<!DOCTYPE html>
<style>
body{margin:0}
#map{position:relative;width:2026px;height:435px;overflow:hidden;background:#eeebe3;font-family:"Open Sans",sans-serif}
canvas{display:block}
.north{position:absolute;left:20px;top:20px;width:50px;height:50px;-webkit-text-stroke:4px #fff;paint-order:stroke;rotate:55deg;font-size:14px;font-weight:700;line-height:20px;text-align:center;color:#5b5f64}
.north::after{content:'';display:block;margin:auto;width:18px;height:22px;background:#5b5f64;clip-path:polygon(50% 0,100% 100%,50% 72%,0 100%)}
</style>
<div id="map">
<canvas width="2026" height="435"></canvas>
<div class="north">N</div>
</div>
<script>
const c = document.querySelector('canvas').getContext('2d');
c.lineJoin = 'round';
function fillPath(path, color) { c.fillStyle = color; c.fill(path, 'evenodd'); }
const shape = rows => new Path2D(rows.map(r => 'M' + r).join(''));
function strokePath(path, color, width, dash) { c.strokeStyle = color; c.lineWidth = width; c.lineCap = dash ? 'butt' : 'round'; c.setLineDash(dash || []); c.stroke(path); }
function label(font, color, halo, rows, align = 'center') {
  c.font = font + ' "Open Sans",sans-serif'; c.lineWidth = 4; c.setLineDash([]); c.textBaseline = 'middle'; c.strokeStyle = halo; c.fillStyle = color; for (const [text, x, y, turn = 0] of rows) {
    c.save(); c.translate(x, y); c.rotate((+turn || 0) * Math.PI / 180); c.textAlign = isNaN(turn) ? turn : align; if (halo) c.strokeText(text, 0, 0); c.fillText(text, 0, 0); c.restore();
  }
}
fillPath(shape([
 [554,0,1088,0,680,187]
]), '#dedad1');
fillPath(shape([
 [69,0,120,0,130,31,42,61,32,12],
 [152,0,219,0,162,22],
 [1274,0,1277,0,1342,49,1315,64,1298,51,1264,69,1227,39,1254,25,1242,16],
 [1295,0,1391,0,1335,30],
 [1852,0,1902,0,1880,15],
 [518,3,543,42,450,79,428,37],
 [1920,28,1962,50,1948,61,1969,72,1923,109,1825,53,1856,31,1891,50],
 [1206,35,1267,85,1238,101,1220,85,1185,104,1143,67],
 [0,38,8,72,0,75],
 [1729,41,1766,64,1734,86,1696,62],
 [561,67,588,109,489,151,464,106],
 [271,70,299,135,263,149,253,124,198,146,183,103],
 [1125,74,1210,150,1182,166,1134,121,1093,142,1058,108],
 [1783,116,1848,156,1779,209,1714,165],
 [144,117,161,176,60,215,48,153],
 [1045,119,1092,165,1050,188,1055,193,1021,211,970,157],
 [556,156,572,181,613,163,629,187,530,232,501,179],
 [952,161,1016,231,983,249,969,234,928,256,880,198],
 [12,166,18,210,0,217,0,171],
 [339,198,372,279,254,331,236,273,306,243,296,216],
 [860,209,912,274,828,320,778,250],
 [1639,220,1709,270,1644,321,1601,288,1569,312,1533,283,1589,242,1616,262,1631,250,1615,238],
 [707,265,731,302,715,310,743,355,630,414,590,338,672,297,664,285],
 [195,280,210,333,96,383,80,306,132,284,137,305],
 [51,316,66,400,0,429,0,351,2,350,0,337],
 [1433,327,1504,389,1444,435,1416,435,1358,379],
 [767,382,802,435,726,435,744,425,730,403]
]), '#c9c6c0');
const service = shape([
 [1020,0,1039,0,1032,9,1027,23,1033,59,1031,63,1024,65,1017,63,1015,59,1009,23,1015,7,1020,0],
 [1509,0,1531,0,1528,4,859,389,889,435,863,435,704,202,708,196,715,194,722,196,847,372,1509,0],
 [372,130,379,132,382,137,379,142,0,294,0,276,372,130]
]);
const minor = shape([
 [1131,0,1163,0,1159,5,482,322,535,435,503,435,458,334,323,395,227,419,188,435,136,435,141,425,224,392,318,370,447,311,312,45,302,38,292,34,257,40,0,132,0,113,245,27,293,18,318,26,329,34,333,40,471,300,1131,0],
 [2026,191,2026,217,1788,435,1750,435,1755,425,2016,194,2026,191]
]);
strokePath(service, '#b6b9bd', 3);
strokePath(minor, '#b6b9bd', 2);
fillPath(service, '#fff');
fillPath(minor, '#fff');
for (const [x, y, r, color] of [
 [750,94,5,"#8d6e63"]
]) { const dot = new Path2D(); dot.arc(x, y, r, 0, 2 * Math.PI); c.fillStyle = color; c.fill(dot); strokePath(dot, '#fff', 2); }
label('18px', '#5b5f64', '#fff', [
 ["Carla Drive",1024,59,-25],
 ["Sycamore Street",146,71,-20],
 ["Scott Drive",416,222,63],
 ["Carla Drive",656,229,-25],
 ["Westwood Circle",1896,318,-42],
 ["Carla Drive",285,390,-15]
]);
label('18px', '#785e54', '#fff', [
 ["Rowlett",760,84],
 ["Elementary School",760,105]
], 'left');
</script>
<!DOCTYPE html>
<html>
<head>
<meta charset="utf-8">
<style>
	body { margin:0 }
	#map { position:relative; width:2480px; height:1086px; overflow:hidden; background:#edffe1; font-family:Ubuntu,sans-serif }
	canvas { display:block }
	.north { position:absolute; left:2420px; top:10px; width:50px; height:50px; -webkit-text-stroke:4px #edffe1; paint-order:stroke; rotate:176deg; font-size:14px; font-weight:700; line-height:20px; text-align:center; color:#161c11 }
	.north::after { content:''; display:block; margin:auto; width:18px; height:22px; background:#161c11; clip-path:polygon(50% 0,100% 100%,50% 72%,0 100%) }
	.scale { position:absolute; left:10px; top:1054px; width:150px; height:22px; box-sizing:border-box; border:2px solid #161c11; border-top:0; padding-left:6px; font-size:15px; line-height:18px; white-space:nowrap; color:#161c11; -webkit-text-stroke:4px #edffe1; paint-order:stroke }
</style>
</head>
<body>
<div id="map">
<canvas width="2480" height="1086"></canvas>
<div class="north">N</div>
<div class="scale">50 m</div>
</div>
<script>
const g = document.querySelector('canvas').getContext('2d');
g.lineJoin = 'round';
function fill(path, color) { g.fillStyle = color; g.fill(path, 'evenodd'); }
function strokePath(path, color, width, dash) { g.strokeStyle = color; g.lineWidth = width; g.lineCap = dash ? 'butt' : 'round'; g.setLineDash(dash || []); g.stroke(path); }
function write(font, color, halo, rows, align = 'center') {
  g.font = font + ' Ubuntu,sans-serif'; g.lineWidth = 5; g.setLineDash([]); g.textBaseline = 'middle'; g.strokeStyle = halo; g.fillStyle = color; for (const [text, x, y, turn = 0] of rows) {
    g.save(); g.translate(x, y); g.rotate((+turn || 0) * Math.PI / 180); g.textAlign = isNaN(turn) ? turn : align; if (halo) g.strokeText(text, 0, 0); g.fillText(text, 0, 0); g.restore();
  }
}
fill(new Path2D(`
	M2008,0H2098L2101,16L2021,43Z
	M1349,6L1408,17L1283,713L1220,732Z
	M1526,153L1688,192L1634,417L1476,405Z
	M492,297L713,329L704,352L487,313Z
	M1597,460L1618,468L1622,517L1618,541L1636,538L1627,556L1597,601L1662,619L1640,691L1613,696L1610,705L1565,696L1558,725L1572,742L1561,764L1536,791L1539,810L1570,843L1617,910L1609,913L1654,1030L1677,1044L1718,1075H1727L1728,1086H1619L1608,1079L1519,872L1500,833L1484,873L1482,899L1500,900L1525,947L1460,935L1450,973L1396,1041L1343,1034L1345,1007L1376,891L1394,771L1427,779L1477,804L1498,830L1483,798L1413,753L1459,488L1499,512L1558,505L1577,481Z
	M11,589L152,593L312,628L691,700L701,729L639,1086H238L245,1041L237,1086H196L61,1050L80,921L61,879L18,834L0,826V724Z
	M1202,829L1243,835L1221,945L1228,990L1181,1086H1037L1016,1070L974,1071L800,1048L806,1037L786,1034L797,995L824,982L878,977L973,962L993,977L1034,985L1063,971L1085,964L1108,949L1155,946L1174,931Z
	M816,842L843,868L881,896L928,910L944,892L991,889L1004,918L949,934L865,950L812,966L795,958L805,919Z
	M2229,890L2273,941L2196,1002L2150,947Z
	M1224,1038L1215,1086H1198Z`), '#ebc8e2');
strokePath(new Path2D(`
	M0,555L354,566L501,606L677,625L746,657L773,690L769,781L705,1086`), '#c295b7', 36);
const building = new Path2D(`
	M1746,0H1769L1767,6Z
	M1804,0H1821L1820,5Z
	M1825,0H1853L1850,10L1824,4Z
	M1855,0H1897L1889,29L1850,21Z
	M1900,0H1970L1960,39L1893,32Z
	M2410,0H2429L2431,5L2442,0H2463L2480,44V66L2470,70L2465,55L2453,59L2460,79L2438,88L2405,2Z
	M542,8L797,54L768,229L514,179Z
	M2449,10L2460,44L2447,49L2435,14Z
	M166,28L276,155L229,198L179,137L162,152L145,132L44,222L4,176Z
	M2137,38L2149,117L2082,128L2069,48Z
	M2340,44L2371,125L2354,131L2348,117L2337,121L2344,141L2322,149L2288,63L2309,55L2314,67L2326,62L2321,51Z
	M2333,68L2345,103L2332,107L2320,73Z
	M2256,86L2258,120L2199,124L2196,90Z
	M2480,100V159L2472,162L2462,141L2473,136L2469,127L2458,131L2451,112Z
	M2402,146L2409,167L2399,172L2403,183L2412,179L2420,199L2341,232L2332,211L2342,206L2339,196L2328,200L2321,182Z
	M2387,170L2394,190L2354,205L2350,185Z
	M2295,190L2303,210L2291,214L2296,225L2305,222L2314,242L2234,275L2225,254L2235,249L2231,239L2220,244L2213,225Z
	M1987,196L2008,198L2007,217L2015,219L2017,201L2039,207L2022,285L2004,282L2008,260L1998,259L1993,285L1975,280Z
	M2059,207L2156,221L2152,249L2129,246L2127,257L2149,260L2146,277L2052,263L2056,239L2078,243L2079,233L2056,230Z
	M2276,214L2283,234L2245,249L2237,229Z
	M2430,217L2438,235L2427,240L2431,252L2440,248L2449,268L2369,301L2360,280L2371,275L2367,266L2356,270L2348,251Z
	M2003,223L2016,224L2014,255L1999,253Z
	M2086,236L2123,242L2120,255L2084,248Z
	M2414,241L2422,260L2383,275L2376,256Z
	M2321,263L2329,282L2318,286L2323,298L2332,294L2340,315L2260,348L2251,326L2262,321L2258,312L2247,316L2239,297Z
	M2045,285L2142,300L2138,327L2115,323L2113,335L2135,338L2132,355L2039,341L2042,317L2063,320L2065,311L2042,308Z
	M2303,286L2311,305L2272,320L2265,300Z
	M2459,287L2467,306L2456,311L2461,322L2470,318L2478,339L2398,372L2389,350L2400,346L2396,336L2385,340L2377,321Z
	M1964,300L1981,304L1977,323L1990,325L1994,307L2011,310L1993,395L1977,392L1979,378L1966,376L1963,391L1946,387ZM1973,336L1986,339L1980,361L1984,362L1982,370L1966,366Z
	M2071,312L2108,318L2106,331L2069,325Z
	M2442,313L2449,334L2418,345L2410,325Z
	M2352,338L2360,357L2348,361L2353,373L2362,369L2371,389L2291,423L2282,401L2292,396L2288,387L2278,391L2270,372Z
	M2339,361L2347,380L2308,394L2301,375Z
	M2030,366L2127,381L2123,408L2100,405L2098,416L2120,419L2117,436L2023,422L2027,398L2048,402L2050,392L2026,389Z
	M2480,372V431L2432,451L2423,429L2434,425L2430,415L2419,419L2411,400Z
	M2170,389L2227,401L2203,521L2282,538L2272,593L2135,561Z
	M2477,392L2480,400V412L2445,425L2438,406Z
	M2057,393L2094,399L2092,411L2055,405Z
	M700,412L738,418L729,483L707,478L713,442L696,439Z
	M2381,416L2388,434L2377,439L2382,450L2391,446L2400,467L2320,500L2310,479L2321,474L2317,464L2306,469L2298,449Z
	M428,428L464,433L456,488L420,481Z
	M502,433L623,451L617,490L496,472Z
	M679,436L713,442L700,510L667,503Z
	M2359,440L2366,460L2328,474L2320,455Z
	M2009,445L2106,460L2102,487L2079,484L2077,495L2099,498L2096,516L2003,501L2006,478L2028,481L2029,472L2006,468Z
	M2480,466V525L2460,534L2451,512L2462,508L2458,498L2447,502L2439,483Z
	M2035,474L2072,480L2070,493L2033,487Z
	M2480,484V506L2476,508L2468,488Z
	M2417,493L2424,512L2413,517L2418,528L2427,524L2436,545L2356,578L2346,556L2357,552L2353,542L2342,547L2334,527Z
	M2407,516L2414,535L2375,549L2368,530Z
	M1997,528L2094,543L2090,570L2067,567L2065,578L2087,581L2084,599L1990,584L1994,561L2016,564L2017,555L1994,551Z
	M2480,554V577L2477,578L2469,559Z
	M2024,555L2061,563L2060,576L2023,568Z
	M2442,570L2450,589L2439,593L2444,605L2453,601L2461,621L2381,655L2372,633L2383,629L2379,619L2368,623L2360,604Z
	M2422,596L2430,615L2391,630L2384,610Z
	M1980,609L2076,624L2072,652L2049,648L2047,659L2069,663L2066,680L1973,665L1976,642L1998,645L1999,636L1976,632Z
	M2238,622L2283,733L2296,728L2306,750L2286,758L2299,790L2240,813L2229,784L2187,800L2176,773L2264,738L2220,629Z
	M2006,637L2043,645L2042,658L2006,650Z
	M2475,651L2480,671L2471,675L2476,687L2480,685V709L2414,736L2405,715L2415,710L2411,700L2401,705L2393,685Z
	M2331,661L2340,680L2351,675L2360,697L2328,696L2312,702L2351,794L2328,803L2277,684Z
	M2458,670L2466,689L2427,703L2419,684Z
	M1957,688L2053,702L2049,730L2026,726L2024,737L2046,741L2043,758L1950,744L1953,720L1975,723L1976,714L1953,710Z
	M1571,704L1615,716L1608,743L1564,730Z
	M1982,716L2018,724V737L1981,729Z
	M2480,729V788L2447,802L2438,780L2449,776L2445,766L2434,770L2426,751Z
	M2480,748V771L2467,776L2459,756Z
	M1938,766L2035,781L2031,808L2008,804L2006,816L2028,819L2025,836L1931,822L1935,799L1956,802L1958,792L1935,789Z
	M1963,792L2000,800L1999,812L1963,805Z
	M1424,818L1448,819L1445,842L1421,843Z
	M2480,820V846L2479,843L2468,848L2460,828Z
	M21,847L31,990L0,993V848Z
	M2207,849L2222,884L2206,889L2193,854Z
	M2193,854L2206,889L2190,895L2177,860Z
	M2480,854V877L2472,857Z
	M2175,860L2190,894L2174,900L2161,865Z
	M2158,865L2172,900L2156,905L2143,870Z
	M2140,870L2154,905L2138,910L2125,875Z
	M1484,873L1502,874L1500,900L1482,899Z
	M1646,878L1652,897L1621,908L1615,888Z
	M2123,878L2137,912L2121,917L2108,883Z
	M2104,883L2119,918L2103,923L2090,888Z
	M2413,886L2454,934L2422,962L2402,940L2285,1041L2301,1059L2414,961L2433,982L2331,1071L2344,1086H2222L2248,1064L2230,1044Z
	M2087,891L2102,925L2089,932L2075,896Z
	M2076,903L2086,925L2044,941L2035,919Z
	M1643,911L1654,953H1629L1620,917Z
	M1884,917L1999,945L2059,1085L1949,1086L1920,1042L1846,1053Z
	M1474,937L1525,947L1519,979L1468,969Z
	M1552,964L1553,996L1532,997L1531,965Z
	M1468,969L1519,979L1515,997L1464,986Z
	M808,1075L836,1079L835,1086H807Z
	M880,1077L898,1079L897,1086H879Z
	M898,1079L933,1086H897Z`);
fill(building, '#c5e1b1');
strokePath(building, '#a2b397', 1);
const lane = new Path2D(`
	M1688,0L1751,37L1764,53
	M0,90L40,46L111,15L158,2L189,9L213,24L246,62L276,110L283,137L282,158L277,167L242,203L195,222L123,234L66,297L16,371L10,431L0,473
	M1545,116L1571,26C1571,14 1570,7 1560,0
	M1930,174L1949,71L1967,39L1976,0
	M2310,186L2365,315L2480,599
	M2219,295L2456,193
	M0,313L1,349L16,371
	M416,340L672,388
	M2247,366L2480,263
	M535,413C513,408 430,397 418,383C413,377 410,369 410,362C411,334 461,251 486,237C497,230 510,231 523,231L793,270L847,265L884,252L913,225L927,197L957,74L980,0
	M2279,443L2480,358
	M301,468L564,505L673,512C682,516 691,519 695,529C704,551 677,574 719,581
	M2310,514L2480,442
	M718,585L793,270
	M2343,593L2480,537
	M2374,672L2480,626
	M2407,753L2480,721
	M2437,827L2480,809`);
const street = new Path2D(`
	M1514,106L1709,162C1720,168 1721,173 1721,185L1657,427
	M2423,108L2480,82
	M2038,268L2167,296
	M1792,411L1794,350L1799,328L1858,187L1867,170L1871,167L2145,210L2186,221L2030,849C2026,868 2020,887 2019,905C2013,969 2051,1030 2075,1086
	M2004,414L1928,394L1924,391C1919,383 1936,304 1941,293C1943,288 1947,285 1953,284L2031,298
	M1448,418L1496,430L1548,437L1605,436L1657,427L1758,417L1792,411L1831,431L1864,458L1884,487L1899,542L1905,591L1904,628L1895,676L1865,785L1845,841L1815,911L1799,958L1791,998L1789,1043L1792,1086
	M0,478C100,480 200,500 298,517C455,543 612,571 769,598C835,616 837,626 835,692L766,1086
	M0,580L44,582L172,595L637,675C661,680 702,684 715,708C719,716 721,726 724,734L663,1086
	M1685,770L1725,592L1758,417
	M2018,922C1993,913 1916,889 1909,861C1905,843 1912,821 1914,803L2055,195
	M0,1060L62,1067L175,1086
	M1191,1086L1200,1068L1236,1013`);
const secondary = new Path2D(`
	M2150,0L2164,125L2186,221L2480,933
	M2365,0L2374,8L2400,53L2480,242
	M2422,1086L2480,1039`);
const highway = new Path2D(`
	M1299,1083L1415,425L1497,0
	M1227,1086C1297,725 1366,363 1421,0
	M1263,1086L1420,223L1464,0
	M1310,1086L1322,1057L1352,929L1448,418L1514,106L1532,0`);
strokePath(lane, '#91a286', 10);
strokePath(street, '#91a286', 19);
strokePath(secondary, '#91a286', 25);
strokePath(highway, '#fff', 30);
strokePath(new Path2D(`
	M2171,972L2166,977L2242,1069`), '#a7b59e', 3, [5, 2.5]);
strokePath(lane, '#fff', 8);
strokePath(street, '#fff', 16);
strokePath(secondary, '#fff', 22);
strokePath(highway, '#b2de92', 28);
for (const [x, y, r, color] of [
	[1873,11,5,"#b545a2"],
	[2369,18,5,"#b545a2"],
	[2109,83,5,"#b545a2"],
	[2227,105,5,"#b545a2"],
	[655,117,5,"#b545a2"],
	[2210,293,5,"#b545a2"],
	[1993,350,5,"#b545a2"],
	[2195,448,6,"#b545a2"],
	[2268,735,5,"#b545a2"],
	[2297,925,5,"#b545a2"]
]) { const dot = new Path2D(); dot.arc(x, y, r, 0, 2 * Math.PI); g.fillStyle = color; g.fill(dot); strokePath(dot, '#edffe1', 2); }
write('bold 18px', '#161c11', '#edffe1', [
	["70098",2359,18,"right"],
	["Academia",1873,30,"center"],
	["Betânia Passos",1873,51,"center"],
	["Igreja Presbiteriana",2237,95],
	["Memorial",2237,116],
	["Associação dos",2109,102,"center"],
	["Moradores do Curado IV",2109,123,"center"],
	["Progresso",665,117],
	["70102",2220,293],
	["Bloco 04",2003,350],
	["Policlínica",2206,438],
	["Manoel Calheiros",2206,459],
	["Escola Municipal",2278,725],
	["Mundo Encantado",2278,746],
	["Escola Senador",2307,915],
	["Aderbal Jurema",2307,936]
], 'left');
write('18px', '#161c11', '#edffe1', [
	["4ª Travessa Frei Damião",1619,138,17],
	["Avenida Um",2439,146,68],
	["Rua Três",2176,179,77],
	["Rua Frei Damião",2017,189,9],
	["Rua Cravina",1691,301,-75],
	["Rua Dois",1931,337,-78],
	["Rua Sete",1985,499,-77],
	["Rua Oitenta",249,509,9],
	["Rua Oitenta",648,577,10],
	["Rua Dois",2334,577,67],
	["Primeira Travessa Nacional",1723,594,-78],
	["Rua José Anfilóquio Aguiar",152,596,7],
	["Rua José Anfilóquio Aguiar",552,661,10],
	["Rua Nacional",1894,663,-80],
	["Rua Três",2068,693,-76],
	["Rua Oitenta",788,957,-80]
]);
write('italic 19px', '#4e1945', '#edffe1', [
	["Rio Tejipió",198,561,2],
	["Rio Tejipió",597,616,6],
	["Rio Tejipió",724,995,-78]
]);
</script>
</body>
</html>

----

● Exercise goal
Search the records for the string "butt" and, wherever a line contains it, please copy that line.

● Task response
function strokePath(path, color, width, dash) { c.strokeStyle = color; c.lineWidth = width; c.lineCap = dash ? 'butt' : 'round'; c.setLineDash(dash || []); c.stroke(path); }
function strokePath(path, color, width, dash) { g.strokeStyle = color; g.lineWidth = width; g.lineCap = dash ? 'butt' : 'round'; g.setLineDash(dash || []); g.stroke(path); }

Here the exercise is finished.